Task objective:
Give back exactly the first lines of the entries below, through the line with "0 #1b2f5e) drop-shadow(-3px".

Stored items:
+---+
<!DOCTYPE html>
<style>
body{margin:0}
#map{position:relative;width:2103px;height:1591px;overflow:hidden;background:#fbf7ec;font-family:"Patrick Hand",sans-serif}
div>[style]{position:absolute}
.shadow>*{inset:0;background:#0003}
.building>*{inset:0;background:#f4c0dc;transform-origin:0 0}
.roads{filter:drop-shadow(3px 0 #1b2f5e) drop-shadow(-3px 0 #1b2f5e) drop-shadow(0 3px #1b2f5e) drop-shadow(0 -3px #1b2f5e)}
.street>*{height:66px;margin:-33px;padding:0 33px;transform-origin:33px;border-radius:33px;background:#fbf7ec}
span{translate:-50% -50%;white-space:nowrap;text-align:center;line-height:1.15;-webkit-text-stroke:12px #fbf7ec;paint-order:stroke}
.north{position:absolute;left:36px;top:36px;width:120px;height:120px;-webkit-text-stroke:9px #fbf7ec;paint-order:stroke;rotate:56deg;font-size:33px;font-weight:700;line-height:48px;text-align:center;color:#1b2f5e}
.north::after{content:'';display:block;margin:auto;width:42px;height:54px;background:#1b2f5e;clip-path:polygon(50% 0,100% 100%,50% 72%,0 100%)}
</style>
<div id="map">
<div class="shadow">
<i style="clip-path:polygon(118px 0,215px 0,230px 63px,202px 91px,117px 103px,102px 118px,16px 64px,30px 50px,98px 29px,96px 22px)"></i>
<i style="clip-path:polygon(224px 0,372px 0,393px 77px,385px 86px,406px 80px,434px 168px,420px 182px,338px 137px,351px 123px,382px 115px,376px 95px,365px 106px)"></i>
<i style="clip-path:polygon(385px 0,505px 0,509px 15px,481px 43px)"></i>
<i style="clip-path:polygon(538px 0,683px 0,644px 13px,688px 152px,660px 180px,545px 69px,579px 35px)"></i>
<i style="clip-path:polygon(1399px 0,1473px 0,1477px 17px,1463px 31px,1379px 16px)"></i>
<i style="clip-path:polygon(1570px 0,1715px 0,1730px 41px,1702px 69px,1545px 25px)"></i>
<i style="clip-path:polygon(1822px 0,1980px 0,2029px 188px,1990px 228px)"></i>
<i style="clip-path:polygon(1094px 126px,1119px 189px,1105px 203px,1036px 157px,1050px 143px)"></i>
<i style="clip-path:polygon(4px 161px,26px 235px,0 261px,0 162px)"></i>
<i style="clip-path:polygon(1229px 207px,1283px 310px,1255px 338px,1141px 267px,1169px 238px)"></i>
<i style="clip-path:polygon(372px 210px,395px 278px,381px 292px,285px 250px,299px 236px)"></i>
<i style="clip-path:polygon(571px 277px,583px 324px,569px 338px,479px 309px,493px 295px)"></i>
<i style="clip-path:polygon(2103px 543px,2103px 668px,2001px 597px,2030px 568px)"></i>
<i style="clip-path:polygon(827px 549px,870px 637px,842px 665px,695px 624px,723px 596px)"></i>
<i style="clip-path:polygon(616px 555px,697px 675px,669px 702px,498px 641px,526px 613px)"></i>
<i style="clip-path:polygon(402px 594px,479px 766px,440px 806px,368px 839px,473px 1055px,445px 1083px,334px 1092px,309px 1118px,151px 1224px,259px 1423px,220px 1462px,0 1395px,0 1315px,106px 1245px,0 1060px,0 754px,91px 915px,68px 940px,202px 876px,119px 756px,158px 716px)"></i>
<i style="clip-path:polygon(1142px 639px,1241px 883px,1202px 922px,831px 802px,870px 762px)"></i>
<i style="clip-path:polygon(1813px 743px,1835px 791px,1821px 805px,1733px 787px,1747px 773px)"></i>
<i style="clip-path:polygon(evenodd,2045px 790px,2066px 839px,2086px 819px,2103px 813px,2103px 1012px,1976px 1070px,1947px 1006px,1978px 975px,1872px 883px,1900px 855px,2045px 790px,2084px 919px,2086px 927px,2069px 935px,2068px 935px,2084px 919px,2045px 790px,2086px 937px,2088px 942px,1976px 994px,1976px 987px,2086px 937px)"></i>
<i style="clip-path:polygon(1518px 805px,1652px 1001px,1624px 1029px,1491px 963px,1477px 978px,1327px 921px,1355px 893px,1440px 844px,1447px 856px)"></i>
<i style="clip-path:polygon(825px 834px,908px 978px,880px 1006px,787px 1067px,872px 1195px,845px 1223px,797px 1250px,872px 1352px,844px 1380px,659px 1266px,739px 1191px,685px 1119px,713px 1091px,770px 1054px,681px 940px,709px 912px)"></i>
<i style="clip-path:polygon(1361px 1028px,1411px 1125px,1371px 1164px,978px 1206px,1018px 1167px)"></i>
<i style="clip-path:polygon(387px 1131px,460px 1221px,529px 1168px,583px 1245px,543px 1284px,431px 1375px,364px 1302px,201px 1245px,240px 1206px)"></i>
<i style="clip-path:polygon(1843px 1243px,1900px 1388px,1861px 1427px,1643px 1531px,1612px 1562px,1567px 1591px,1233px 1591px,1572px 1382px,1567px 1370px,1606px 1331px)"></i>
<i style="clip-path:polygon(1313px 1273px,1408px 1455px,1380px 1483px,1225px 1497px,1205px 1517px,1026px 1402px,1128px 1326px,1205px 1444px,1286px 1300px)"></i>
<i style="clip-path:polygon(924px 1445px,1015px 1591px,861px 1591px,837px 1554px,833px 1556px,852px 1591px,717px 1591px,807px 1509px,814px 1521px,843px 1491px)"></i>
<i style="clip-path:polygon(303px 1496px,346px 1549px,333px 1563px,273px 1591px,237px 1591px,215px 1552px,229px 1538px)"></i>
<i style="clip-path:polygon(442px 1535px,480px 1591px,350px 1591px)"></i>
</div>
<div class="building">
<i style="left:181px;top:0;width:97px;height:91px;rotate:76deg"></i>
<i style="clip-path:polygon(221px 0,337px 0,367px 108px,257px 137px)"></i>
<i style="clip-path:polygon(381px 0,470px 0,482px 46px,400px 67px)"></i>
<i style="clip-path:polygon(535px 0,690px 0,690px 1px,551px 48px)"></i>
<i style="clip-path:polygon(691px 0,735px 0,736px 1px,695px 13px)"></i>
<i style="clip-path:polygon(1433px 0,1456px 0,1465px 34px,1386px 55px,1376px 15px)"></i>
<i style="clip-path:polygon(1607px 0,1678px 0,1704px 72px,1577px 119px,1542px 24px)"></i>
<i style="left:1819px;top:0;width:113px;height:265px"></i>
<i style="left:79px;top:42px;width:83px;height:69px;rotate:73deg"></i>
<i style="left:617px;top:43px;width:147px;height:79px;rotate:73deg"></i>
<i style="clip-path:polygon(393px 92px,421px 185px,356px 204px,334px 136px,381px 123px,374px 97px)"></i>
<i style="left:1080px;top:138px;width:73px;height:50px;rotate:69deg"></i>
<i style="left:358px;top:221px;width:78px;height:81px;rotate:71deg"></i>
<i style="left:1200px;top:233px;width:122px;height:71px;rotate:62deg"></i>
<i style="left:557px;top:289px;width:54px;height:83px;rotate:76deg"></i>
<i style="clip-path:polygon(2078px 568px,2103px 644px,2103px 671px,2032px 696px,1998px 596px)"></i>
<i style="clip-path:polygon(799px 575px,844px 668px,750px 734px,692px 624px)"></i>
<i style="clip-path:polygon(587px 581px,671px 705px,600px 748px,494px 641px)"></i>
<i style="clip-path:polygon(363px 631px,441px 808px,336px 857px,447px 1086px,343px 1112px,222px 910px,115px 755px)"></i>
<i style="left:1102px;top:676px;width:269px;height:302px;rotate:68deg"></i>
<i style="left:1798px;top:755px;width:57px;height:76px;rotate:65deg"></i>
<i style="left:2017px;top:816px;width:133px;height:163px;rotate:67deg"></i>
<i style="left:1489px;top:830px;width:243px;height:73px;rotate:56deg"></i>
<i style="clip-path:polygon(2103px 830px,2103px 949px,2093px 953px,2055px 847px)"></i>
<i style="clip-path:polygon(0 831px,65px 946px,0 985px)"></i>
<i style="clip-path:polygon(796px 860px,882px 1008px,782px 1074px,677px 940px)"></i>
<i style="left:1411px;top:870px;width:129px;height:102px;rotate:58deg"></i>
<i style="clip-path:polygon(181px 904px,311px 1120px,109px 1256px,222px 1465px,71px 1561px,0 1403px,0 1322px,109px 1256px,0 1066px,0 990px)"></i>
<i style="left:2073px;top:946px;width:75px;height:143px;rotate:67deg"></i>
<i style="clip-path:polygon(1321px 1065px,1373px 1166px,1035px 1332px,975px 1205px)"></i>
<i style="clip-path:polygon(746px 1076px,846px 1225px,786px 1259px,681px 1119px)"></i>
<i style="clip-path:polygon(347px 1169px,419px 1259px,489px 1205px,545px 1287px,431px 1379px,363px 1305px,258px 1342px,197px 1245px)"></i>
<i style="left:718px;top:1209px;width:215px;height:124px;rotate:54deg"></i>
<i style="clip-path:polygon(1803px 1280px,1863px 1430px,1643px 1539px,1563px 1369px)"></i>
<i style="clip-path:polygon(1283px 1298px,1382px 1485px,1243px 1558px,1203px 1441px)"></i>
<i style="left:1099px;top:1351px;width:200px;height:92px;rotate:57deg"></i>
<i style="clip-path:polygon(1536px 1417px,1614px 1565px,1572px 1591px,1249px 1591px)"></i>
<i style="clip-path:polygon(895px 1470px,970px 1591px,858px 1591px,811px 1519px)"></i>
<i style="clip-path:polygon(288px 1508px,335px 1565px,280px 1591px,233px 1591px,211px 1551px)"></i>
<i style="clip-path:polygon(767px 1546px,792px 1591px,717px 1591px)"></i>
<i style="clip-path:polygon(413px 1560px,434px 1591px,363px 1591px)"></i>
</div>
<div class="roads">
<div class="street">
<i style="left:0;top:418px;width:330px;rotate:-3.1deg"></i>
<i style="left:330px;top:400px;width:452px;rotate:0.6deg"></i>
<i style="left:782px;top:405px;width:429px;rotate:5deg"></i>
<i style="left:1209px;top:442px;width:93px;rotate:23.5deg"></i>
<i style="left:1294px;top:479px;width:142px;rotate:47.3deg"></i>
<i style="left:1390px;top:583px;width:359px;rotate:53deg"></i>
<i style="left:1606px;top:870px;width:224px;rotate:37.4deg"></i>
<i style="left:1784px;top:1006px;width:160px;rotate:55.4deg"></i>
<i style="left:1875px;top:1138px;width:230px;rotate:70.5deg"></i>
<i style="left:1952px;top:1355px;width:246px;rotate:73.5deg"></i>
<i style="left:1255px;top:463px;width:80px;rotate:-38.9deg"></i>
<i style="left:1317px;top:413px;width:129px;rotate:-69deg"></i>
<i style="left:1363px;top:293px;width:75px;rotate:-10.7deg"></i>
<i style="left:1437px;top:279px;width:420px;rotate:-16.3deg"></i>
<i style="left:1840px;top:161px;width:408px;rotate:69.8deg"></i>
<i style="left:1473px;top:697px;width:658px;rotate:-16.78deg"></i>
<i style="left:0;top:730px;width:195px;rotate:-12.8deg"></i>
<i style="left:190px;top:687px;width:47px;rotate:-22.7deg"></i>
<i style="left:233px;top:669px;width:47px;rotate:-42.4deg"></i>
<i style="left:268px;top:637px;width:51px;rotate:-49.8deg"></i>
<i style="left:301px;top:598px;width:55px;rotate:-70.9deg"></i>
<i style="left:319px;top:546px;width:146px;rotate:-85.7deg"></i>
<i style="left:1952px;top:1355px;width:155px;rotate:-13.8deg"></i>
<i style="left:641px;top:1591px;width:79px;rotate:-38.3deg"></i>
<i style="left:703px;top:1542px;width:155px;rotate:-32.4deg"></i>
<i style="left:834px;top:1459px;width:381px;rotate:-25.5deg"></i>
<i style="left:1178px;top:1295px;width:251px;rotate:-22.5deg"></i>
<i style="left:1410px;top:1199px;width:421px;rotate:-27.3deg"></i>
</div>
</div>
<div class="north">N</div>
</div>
+---+
Task answer:
<!DOCTYPE html>
<style>
body{margin:0}
#map{position:relative;width:2103px;height:1591px;overflow:hidden;background:#fbf7ec;font-family:"Patrick Hand",sans-serif}
div>[style]{position:absolute}
.shadow>*{inset:0;background:#0003}
.building>*{inset:0;background:#f4c0dc;transform-origin:0 0}
.roads{filter:drop-shadow(3px 0 #1b2f5e) drop-shadow(-3px 0 #1b2f5e) drop-shadow(0 3px #1b2f5e) drop-shadow(0 -3px #1b2f5e)}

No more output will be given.